## Task item
Exactly the lines from the top of the records below through the one containing "width:72px; height:72px; display:grid;" must be set down, with no line added or dropped.

## Stored data
##############################

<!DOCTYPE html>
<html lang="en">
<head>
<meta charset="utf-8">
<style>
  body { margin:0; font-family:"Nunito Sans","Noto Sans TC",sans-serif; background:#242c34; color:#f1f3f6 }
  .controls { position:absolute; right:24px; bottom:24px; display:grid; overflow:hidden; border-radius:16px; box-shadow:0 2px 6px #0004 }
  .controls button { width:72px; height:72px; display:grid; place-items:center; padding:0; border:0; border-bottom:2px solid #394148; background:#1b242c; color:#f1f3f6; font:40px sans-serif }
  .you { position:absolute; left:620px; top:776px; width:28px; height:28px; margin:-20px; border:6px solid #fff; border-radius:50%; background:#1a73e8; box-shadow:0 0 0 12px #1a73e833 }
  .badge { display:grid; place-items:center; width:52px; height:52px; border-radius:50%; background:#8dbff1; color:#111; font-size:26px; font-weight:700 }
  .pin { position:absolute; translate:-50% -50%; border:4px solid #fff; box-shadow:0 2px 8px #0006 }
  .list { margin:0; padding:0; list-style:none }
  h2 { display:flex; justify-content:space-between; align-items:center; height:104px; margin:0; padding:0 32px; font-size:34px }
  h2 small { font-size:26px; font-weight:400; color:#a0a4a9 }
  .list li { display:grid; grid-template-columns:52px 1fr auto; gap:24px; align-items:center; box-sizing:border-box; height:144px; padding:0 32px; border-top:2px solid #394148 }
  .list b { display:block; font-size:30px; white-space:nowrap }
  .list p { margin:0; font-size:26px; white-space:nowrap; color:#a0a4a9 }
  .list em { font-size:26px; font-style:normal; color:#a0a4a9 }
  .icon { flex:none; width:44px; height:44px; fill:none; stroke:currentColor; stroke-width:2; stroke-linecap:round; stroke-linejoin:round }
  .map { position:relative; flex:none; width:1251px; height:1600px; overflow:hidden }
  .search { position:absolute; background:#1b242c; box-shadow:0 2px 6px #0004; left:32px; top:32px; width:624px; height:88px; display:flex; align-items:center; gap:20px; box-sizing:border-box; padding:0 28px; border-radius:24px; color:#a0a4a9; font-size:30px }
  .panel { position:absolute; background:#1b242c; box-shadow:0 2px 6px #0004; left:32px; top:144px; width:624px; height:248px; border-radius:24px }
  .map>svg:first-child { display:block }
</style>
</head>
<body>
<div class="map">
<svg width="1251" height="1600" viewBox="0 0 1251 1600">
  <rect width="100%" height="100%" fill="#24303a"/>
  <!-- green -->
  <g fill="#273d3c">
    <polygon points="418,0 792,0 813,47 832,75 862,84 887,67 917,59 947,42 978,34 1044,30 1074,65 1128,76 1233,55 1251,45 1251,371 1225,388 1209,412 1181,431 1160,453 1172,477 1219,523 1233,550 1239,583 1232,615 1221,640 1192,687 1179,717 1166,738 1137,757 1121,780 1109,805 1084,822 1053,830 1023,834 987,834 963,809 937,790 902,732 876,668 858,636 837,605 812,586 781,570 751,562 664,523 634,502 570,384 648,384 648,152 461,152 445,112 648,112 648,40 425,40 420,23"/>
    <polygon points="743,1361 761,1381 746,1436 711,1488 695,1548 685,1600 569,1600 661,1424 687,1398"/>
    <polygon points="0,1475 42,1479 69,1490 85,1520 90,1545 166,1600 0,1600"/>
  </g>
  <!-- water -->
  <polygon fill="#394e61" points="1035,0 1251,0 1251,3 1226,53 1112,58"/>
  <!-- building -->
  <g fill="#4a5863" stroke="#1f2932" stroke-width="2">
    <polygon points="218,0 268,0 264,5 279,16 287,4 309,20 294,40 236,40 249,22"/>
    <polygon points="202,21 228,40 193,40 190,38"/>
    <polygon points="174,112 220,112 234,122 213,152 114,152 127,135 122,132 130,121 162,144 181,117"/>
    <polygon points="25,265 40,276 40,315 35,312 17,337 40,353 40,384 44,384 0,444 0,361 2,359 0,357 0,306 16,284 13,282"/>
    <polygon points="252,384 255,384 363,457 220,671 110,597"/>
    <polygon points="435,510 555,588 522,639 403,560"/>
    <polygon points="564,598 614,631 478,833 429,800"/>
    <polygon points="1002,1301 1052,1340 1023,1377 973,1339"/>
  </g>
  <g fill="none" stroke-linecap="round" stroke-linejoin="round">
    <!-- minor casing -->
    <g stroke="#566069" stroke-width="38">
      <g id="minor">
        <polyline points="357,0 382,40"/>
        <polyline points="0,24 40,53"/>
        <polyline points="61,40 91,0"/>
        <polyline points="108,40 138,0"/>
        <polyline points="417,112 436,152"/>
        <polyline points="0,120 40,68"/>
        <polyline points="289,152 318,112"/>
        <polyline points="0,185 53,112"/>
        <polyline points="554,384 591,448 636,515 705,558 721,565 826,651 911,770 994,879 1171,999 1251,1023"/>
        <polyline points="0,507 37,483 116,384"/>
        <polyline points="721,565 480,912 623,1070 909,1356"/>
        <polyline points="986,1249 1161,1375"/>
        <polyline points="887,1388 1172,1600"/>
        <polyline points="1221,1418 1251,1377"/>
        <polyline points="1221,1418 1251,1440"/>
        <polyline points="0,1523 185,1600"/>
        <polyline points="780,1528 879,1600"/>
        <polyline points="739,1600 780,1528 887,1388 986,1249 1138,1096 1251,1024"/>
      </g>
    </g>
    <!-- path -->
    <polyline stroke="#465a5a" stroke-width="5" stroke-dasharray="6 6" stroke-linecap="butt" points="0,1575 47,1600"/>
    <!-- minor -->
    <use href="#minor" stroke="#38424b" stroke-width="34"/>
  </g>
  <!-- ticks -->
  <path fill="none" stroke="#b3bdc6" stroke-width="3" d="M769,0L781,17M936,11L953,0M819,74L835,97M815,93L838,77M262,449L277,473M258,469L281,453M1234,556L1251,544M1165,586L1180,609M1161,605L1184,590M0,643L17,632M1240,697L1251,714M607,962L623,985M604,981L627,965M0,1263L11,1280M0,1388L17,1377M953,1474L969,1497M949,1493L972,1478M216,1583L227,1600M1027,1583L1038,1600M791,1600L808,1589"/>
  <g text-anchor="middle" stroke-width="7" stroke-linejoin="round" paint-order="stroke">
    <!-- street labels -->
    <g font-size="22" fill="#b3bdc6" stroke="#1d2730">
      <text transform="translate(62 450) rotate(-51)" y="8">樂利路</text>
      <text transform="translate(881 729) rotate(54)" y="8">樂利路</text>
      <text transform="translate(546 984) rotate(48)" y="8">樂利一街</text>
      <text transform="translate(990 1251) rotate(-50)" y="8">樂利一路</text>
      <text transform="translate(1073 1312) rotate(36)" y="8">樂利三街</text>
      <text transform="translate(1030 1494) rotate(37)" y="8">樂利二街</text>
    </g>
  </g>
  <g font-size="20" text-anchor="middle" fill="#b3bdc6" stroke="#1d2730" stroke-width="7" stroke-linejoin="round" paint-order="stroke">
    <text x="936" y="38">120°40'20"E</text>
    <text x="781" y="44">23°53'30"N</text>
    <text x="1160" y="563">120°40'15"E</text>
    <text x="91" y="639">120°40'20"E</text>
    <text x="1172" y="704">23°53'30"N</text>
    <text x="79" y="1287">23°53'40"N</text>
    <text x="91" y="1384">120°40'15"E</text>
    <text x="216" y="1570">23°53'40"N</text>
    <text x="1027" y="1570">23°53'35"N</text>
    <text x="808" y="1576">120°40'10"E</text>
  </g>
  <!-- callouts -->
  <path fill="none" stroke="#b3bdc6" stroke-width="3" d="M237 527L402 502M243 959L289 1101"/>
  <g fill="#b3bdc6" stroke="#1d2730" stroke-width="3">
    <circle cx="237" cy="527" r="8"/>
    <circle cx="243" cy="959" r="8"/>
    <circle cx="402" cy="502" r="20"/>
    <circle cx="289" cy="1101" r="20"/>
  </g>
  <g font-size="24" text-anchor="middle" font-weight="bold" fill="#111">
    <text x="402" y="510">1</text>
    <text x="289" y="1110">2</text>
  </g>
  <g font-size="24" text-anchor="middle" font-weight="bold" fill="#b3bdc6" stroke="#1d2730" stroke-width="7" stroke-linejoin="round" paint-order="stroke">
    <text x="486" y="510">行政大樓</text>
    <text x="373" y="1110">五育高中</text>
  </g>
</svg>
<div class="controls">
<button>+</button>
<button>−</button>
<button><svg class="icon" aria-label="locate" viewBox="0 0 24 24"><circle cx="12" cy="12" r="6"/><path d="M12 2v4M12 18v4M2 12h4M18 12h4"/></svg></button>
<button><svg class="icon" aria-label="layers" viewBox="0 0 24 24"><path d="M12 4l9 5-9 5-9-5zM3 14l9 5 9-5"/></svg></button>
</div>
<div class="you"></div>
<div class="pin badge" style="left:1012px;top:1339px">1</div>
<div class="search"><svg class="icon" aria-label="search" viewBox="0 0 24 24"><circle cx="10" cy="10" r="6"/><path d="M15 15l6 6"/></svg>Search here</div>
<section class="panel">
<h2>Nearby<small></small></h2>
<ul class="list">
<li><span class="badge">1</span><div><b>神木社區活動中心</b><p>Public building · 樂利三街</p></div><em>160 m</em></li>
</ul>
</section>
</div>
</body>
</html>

##############################

## Finished exercise
<!DOCTYPE html>
<html lang="en">
<head>
<meta charset="utf-8">
<style>
  body { margin:0; font-family:"Nunito Sans","Noto Sans TC",sans-serif; background:#242c34; color:#f1f3f6 }
  .controls { position:absolute; right:24px; bottom:24px; display:grid; overflow:hidden; border-radius:16px; box-shadow:0 2px 6px #0004 }
  .controls button { width:72px; height:72px; display:grid; place-items:center; padding:0; border:0; border-bottom:2px solid #394148; background:#1b242c; color:#f1f3f6; font:40px sans-serif }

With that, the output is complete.